A ascensão do populismo de Orban se deu com a intensificação da crise migratória europeia, em particular a chegada de refugiados do Oriente Médio e da África. Orban se aproveitou dessa situação para reforçar sua narrativa, apresentando os imigrantes e os muçulmanos como os inimigos internos. Ele rapidamente construiu uma identidade nacional em oposição ao "inimigo", com uma ênfase na defesa das raízes culturais e religiosas húngaras. Como Falwell, Orban se posicionou como o verdadeiro representante de uma nação que precisava se proteger das ameaças externas e internas. Ele foi capaz de unir sua base, que se sentia marginalizada e ameaçada, sob a bandeira de uma identidade nacional que era simultaneamente conservadora e populista.

Ambos os líderes, Falwell e Orban, mostraram uma habilidade única em manipular e moldar identidades. Eles compreenderam que, para alcançar o poder e a lealdade de seus seguidores, era necessário mais do que defender um conjunto rígido de ideias; era preciso criar uma narrativa que conectasse as emoções e o senso de pertencimento das pessoas com uma visão de mundo que as colocasse em oposição a uma ameaça externa. Esse processo de "construção do inimigo" é central para qualquer movimento populista bem-sucedido.

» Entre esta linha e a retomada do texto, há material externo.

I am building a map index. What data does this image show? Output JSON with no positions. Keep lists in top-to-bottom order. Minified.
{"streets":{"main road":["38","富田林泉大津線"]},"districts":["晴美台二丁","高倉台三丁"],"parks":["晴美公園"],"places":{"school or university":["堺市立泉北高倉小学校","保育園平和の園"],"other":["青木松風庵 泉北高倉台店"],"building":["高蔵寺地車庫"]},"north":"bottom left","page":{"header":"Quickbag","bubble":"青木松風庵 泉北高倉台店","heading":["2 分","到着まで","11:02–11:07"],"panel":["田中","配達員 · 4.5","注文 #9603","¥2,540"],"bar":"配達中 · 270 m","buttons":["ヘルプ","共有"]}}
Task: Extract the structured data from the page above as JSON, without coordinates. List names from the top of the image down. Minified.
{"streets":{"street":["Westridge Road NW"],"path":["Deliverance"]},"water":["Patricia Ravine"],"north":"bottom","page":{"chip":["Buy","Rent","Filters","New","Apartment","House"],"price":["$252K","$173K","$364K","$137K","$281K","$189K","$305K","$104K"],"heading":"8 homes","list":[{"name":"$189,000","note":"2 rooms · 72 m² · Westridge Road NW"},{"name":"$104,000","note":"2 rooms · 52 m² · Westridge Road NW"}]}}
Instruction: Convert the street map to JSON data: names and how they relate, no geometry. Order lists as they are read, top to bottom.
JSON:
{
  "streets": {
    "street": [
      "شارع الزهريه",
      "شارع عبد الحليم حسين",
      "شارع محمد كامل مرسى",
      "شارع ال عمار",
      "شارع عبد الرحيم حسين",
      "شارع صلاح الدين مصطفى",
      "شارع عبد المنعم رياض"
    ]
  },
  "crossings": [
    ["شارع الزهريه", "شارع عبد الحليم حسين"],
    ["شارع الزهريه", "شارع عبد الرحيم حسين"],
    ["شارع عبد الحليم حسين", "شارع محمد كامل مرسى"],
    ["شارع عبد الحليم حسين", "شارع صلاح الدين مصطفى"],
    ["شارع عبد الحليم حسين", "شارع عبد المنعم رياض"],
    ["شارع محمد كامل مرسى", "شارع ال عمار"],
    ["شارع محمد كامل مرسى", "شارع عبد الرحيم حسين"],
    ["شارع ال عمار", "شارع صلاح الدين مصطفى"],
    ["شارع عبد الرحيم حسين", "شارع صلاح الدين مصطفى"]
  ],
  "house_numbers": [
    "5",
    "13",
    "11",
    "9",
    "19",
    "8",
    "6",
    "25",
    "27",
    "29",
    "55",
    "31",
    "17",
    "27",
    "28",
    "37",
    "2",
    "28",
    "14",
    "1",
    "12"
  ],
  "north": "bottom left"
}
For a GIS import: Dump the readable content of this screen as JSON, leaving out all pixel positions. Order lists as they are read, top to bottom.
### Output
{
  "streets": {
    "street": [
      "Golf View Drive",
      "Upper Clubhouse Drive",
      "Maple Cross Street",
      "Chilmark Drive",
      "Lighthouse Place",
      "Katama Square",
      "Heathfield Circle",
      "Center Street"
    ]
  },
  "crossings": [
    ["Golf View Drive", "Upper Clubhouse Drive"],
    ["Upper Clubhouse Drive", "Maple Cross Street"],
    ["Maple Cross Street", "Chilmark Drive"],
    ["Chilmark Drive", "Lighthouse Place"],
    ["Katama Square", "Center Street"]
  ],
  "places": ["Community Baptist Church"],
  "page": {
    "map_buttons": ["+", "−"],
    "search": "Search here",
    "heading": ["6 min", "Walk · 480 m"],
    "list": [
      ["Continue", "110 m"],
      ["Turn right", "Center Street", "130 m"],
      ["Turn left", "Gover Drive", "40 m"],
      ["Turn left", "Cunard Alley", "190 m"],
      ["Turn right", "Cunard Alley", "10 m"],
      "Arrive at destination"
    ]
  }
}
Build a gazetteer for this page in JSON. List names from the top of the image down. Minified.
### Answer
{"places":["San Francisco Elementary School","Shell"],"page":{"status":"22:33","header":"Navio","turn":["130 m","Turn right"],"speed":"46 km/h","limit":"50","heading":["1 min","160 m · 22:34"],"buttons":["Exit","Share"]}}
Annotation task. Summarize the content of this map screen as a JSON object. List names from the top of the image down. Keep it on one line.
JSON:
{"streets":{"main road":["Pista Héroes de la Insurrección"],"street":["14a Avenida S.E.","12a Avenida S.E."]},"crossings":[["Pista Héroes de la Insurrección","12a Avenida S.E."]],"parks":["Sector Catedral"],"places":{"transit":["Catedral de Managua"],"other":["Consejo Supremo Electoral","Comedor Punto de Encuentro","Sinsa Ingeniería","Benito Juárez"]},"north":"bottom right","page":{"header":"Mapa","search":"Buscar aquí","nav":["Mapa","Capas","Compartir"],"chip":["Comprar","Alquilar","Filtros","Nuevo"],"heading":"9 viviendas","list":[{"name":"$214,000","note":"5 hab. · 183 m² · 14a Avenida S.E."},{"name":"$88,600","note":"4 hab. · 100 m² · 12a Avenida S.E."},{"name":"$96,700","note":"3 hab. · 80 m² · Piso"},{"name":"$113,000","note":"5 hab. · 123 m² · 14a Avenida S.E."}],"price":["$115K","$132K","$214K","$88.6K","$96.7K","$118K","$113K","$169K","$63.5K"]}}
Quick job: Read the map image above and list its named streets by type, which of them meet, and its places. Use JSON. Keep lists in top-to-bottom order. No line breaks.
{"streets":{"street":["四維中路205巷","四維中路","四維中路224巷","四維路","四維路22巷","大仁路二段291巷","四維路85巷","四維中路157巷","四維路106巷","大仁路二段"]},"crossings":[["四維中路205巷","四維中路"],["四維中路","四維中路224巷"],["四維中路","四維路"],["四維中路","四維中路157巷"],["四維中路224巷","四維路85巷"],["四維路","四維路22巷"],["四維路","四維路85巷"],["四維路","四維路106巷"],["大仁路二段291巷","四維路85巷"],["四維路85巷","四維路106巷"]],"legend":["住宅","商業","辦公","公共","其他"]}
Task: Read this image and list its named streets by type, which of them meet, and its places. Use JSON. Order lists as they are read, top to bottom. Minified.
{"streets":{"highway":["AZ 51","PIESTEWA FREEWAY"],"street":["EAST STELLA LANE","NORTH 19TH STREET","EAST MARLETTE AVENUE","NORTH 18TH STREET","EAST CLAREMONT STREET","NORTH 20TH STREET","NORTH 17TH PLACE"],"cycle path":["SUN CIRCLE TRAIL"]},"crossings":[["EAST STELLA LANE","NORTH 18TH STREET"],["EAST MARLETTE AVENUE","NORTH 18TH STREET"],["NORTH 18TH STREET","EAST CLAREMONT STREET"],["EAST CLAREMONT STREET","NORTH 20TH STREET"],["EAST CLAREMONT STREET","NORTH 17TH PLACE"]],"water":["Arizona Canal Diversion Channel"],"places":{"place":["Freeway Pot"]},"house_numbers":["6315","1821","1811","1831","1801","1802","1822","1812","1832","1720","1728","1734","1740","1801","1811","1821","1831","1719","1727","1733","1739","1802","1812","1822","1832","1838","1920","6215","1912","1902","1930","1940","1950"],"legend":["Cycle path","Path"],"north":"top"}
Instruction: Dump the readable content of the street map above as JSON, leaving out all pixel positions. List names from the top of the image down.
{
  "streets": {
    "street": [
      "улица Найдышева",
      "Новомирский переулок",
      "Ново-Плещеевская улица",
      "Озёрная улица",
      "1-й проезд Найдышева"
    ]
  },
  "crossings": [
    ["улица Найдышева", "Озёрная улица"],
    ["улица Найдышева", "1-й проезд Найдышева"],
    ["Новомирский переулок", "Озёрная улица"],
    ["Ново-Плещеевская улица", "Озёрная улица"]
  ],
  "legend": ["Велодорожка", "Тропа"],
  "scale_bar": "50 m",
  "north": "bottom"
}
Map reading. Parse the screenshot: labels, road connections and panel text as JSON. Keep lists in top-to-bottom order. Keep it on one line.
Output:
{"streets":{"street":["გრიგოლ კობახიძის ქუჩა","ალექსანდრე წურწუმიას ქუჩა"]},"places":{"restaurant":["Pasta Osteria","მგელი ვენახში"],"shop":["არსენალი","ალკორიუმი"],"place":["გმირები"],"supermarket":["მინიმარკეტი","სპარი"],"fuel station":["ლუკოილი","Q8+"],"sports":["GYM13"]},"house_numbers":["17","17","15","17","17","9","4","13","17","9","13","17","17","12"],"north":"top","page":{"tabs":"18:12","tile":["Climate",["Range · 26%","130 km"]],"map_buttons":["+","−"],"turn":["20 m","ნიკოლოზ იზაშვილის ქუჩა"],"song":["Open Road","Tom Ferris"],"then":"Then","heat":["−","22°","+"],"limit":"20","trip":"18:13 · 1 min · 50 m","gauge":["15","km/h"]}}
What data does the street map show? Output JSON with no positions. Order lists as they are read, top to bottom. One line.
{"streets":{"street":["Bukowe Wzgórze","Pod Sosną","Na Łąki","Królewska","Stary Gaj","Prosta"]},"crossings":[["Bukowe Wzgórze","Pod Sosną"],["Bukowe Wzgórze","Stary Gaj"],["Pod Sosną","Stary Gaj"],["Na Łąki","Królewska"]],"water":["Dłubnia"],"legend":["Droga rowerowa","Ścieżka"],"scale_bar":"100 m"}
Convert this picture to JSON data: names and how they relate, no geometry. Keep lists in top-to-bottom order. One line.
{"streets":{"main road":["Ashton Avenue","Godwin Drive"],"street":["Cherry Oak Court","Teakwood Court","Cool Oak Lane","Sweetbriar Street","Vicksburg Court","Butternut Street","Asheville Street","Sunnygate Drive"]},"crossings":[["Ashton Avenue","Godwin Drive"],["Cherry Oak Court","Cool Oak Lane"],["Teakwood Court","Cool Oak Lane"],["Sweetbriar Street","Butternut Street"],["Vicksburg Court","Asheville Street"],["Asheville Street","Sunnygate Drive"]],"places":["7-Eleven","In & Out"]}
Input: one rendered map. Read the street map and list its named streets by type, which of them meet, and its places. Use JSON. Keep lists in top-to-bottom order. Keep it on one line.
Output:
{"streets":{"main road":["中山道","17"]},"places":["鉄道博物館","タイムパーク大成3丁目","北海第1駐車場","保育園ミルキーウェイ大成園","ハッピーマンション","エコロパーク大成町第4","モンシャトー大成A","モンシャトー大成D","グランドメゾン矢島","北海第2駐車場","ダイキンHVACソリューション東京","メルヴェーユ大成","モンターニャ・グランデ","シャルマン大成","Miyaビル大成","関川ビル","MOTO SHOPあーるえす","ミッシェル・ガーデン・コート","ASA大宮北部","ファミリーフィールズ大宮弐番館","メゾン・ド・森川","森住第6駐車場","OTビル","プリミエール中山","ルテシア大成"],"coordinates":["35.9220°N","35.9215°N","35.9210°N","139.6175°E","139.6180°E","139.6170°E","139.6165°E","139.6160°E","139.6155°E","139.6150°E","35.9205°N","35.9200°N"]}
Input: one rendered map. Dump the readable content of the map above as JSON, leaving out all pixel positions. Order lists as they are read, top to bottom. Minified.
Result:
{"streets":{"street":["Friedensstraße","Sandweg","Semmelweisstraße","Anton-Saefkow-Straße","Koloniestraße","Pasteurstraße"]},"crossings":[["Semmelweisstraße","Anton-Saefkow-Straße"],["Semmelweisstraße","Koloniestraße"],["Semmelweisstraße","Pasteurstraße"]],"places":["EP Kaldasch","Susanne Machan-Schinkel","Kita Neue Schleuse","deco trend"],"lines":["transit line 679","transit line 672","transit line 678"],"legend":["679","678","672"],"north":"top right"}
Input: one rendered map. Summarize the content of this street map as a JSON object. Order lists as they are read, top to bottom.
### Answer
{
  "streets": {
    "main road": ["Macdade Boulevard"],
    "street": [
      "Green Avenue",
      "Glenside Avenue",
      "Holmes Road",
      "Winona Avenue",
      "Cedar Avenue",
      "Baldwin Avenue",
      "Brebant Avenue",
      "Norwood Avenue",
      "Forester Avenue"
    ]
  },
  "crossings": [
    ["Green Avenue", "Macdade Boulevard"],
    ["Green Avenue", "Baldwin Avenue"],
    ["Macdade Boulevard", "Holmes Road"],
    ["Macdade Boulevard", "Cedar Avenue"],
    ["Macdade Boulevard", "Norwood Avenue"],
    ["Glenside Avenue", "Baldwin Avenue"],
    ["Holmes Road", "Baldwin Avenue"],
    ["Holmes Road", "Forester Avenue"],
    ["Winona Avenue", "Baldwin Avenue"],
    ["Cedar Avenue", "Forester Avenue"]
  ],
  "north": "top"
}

A adaptação da identidade em movimento não se limita a simples estratégias políticas ou religiosas, mas envolve um profundo entendimento das dinâmicas sociais e culturais que influenciam a percepção coletiva. Ao moldar e redefinir a identidade de seus seguidores, esses líderes criam uma base sólida de apoio que é ao mesmo tempo resistente e maleável, capaz de se ajustar às mudanças sem perder seu núcleo fundamental. Contudo, o risco dessa adaptação constante é que ela pode enfraquecer as raízes da identidade original e gerar uma desconexão gradual com seus próprios princípios, como se observou no declínio do fundamentalismo protestante nos Estados Unidos.